§ Exercise data
+--
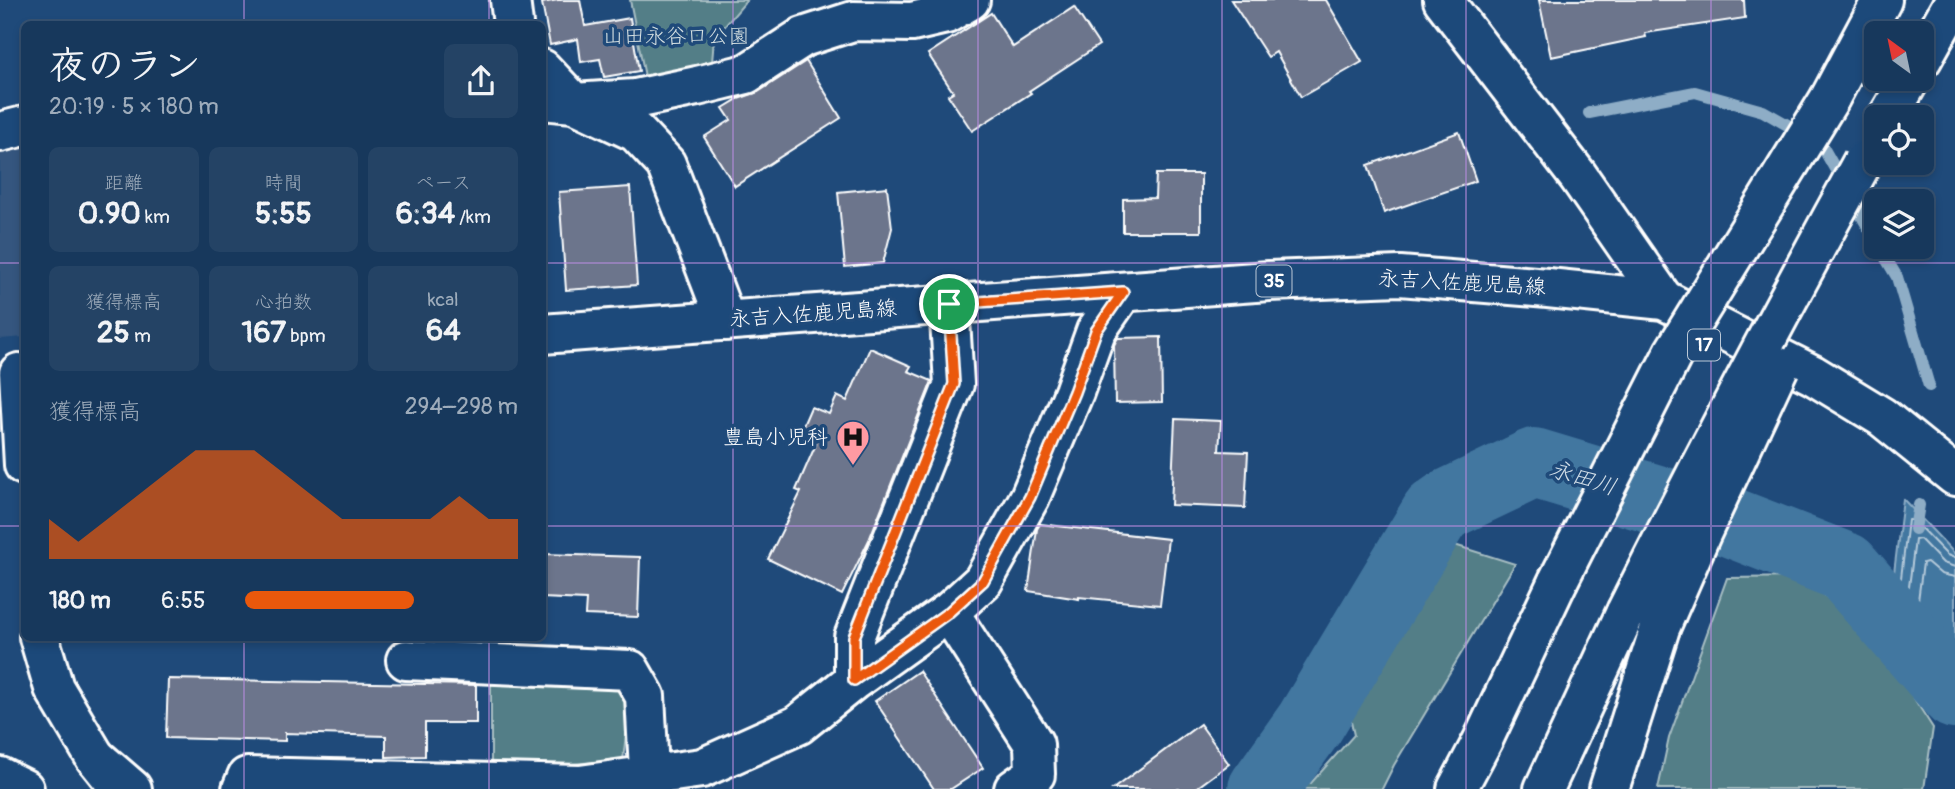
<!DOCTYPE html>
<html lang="ja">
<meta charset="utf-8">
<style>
:root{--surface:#17385c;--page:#244365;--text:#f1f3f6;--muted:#9eacbb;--line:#365272;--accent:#ea580c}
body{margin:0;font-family:Pangolin,"Klee One",sans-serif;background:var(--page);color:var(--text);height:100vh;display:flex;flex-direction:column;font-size:26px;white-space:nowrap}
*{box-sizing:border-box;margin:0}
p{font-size:23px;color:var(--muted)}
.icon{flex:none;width:38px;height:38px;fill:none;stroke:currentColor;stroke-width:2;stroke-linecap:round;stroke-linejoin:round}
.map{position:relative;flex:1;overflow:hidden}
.drawer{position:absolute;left:21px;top:21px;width:525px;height:620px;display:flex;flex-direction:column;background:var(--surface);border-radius:10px;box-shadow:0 4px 10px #0003,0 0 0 2px var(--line)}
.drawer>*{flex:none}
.needle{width:46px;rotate:327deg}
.tools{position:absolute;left:1864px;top:21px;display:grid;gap:14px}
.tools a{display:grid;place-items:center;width:70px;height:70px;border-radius:10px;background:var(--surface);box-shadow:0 4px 10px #0003,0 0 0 2px var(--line);font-size:35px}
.pin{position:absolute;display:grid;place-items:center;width:60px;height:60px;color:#fff;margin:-30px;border:4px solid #fff;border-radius:50%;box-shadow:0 2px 7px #0007}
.round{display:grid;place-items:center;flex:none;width:74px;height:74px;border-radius:10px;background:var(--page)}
.summary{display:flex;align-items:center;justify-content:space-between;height:119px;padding:0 28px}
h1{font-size:38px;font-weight:800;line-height:52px}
.stats{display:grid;grid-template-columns:repeat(3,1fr);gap:10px;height:119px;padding:7px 28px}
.stats div{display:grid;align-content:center;border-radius:10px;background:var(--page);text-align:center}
.stats b{font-size:30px;font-weight:800}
.stats small{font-size:19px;font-weight:400}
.stats p{font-size:19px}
.chart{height:196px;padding:14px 28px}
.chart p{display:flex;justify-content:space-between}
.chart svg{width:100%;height:126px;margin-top:7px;fill:var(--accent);opacity:.7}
ul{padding:0 28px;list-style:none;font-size:23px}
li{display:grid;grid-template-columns:112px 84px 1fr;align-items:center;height:52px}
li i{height:18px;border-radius:9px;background:var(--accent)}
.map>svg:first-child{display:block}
.built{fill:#36577f}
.green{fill:#527e87;stroke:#a8bec3;stroke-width:2}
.water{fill:#4377a0;stroke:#8eadc6;stroke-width:2}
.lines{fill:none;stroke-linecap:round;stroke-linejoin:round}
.shore{stroke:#b4c9d9;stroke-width:2}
.stream{stroke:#8eadc6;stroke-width:12}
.river{stroke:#4377a0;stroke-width:70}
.building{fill:#6c758c;stroke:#fff;stroke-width:2}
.street-casing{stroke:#fff;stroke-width:44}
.secondary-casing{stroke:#fff;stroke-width:44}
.primary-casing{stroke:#fff;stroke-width:44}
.highway-casing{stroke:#fff;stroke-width:44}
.street{stroke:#1f4a7a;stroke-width:38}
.secondary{stroke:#1f4a7a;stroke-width:38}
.primary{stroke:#1f4a7a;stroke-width:38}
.highway{stroke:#1f4a7a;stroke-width:38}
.highway-bridge-casing{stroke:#fff;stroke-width:44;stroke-linecap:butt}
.highway-bridge{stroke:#1f4a7a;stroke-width:38}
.route-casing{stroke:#fff;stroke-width:14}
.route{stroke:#ea580c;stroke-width:9}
.grid{fill:none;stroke:#b68bdc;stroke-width:2;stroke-opacity:0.55}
.labels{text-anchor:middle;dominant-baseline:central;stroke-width:7;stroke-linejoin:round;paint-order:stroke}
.shield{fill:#1f4a7a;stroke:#bcc9d7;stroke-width:2}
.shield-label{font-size:19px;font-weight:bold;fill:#fff}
.park-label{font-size:21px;fill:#d4dfe1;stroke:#1f4a7a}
.street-label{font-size:21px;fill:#fff;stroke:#1f4a7a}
.poi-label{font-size:21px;fill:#fff;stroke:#1f4a7a;text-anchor:end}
.water-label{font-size:23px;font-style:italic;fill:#d0dde7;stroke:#1f4a7a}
</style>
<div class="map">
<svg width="1955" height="789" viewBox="0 0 1955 789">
<rect width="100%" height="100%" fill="#1f4a7a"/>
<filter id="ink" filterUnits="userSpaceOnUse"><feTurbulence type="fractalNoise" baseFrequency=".0143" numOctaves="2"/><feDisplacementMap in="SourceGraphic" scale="14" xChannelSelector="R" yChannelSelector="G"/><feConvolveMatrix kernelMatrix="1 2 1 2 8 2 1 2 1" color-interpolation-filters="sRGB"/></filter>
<g filter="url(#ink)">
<path class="built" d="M 24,147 L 24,337 L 0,339 L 0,152 Z"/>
<path class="green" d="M 630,0 L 747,0 L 714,39 L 712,62 L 646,82 Z
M 1445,542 L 1515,564 L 1394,765 L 1382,789 L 1291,789 L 1311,783 L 1354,735 L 1344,691 L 1402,609 Z
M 1805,577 L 1882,649 L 1933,728 L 1924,789 L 1658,789 L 1669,738 L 1727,578 Z
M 612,683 L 630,699 L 623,760 L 491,770 L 491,684 Z"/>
<path class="water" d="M 1903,499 L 1955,554 L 1955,724 L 1887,631 Z"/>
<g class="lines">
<path class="shore" d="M 1955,558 L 1947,555 L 1913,520 L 1908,520 L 1895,628 L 1955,712
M 1955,567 L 1943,563 L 1920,539 L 1915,540 L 1904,626 L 1955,697
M 1955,577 L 1941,574 L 1927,562 L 1923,563 L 1915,623 L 1955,680"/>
<path class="stream" d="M 1589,113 L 1695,92 L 1763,111 L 1821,144 L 1876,241
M 1879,247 L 1897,277 L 1929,386
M 1915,529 L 1919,505"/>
<path class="river" d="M 1263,789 L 1310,723 L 1436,513 L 1450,503 L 1534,463 L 1730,522 L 1845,567 L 1955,694"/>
</g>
<path class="building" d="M 558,0 L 580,0 L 585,26 L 630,18 L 639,71 L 604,77 L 600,59 L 581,62 L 578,39 L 550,45 L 542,3 Z
M 1231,0 L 1326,0 L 1362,62 L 1301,97 L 1276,52 L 1268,57 Z
M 1539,0 L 1744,0 L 1745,18 L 1645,33 L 1646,37 L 1551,57 Z
M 1074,7 L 1099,45 L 1029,91 L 1031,93 L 972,131 L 948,95 L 953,92 L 928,54 L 991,13 L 1013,47 Z
M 806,61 L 841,118 L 735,186 L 704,137 L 731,120 L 723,108 L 738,99 L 758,92 Z
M 1459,132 L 1476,181 L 1384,213 L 1368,165 Z
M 1156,174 L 1201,174 L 1201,232 L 1123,232 L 1123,199 L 1155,198 Z
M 630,187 L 637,285 L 566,290 L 559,192 Z
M 887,187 L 892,228 L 883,263 L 845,267 L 838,192 Z
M 1161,337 L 1162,402 L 1115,403 L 1114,345 L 1116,341 L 1118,338 Z
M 870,348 L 911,366 L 908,371 L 932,381 L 869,540 L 842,595 L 768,559 L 801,492 L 796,490 L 816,444 L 798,437 L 811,407 L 829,414 L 837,396 L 847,401 Z
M 1175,419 L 1221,421 L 1219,451 L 1248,452 L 1245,508 L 1171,505 Z
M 1040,524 L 1168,539 L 1160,605 L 1079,597 L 1079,599 L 1028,591 L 1037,529 Z
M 542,554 L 640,557 L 638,617 L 585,615 L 586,600 L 542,598 Z
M 919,671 L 983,768 L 951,789 L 934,789 L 875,701 Z
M 168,679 L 476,685 L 476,723 L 425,723 L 425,756 L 386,757 L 386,736 L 285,733 L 285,741 L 166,738 Z
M 1200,724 L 1229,764 L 1195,789 L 1113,789 Z"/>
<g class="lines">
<defs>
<path id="street" d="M 510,0 L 513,24
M 542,69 L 574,103 L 636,132 L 666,164 L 726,321
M 542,100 L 574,103 L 635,99 L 697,86 L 746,74 L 803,37 L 853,21 L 912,22 L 946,14 L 970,0
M 0,132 L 24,126
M 949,612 L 1034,744 L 1035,774 L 1014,789
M 406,660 L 630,670 L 645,696 L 650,789
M 854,680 L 854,637 L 954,384 L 949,304
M 0,777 L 24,789
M 242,789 L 247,777 L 580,785 L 702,768 L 798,725 L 854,680 L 949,612 L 983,581 L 1030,497 L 1074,392 L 1096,331 L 1123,292"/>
<path id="secondary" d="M 1443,0 L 1578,176 L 1664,300"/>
<path id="primary" d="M 542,334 L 1269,281 L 1400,276 L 1548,288 L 1664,300 L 1813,375 L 1882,417 L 1955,476
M 19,373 L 24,465
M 39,637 L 54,688 L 95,757 L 115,782"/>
<path id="highway" d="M 1922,59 L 1955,0
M 1830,98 L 1882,0
M 1888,117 L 1910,79
M 95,757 L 132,789
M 1457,789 L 1483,740 L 1558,581
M 1544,789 L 1626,612
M 1609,789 L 1660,628"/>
</defs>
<use href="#street" class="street-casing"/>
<use href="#secondary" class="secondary-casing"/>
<use href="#primary" class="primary-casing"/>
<use href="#highway" class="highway-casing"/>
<use href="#street" class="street"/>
<use href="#secondary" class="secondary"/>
<use href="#primary" class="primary"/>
<use href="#highway" class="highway"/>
<defs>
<path id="highway-bridge" d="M 1558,581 L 1674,352 L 1830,98
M 1626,612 C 1702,460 1781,310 1863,161
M 1660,628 L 1701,534 L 1779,367"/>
</defs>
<use href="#highway-bridge" class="highway-bridge-casing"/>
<use href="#highway-bridge" class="highway-bridge"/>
</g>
</g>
<g class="lines" filter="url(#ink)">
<defs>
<path id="route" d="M 1123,292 L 1096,331 L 1074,392 L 1030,497 L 983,581 L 949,612 L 854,680 L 854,637 L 954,384 L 949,304 Z"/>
</defs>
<use href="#route" class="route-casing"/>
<use href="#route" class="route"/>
</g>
<path class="grid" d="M 244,0 L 244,24M 489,0 L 489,24M 733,0 L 733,789M 978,0 L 978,789M 1222,0 L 1222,789M 1466,0 L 1466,789M 1711,0 L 1711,789M 0,263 L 24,263M 542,263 L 1955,263M 0,526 L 24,526M 542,526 L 1955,526M 244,637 L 244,789M 489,637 L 489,789"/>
<defs>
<symbol id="hospital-pin" viewBox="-11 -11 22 30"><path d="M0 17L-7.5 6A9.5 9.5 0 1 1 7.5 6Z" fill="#ff9aa2" stroke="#1f4a7a"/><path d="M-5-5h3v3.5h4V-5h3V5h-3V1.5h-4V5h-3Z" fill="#111"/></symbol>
</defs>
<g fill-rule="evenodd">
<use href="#hospital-pin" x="834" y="418" width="38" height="52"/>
</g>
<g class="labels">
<g class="shield">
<rect x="1256.5" y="265.5" width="35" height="31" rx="5"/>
<rect x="1688" y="329.5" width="32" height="31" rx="5"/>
</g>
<g class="shield-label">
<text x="1274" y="281">35</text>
<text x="1704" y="345">17</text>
</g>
<g class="park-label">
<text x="676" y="36">山田永谷口公園</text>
</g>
<g class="street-label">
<text transform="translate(1462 283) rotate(3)">永吉入佐鹿児島線</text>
<text transform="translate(813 314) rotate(-4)">永吉入佐鹿児島線</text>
</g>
<g class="poi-label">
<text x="828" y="437">豊島小児科</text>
</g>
<g class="water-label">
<text transform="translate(1583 478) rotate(17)">永田川</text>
</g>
</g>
</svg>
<div class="tools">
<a><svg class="needle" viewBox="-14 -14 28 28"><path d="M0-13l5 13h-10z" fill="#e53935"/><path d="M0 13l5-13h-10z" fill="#9eacbb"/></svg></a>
<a><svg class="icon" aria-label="locate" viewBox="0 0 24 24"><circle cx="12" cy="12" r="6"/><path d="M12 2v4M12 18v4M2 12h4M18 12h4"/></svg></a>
<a><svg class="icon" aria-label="layers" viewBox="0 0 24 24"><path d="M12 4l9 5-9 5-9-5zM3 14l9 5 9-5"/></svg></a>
</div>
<div class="pin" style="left:949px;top:304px;background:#1e9e55"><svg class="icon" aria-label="arrive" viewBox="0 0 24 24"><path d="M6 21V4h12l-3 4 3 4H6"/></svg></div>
<section class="drawer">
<div class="summary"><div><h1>夜のラン</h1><p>20:19 · 5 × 180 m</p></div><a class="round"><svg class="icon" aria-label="share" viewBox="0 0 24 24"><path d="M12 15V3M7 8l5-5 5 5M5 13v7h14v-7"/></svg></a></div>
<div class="stats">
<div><p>距離</p><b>0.90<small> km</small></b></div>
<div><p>時間</p><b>5:55</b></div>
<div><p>ペース</p><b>6:34<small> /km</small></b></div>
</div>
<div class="stats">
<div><p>獲得標高</p><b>25<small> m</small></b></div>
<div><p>心拍数</p><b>167<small> bpm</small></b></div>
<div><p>kcal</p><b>64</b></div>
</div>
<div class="chart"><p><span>獲得標高</span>294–298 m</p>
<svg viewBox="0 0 160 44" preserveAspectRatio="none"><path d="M0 44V30L10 38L20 30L30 22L40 14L50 6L60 6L70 6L80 14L90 22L100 30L110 30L120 30L130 30L140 22L150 30L160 30V44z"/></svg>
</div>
<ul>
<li><b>180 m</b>6:55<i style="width:62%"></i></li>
</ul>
</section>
</div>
+--
§ Activity
Your task is to list each line of the records with the word "tools".

§ Answer for the task
.tools{position:absolute;left:1864px;top:21px;display:grid;gap:14px}
.tools a{display:grid;place-items:center;width:70px;height:70px;border-radius:10px;background:var(--surface);box-shadow:0 4px 10px #0003,0 0 0 2px var(--line);font-size:35px}
<div class="tools">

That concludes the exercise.